Were it not for the opposition of the entire Arab world as well as
many European allies, the U.S. would have launched a new attack on
Iraq weeks ago. And even this reason for restraint may not have kept
the Administration at bay, had not the conflict between Israel and
Palestine inconveniently flared up.
Regardless of whether Bush's
staff could articulate a convincing anti-terrorist rationale for a
new campaign in Iraq, their refusal to submit evidence for international
review, their flimsy coalition-building, and their macho swagger alienate
citizens throughout the international community. Already the arrogant
rhetoric of "infinite justice" has perpetuated a "Screw
You" foreign policy: Tough luck for those millions abroad who
criticize U.S. military interventions; they are left to stew in their
The various protests in
Washington, D.C. together reflected an international perspective that
is admittedly more challenging than the Bush Administration's cowboy
On Saturday, tens of thousands
of Arab-Americans and their supporters rallied in solidarity with
Palestinians under attack. These protesters argued that the U.S. should
end its support -- and funding -- for Israel's bloody violations of
international law. One protest display , a plywood shantytown near
the White House, depicted the human rights catastrophe with a symbolic
model of the bulldozed, smoldering homes of occupied cities like Jenin,
Ramallah, and Nablus. Marchers carried gruesome photos of children
maimed and killed in past attacks.
At other points during
the weekend of protest, demonstrators likened this destruction to
the situation in Colombia. There, a flood of U.S. military aid has
been used to strengthen paramilitary assassins and deepen the country's
civil war. On Sunday, musicians performed for a poncho-covered crowd
that braved the drizzle to show their concern. The following day,
police arrested approximately forty Colombia Mobilization activists
who staged sit-ins near the Capitol.
Addressing economic policy,
speakers at a rally outside the headquarters of the World Bank described
how "structural adjustment" has worsened poverty and inequality
in a long list of developing countries. Throughout protesters sought
to make connections between recent military aggression and the profit-driven
interests of multinational elites. Signs reading "More World,
Less Bank!" accompanied calls of "No Blood for Oil."
Progressives are not the
only people who see a link between military and economic objectives.
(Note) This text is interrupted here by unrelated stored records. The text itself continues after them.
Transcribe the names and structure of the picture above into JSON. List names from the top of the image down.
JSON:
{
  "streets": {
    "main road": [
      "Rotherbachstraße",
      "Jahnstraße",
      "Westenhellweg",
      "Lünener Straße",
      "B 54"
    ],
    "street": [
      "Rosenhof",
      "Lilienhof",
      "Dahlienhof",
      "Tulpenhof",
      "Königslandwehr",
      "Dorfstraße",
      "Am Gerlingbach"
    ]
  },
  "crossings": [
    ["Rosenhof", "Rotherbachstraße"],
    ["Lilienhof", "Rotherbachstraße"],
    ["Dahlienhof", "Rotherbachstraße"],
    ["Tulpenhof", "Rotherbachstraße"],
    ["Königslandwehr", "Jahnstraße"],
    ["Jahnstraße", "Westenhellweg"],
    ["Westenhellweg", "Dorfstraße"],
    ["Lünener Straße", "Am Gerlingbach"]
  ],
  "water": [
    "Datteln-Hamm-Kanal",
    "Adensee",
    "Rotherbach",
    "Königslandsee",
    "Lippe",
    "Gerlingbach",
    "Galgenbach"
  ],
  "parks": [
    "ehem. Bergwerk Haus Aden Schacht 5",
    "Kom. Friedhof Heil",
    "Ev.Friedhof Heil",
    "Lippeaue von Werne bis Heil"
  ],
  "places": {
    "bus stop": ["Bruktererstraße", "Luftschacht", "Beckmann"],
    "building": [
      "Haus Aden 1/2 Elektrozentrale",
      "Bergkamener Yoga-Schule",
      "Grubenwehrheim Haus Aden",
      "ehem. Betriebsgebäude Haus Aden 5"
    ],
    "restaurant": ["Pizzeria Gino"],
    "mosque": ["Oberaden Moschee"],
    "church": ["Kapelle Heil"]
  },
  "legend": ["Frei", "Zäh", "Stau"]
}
At the meetings of the World Trade Organization in Doha, Qatar, American
Trade Representatives argued that "free trade" stands with
national security at the fore of national concerns in foreign relations.
The need to satisfy the United States' insatiable thirst for oil indeed
remains a key unspoken motivation behind Bush's drive to launch a
new crusade in the Middle East. And domestically, many conservative
observers draw links as they describe both anti-corporate and anti-war
demonstrations as unpatriotic and even treasonous.
Pointing to such examples,
protesters show how the War Against Terrorism grows increasingly synonymous
with the War For Corporate Globalization.
The fact that Bush Administration
has been able to use the specter of terrorism to advance its trade
agenda presents an important challenge to globalization activism.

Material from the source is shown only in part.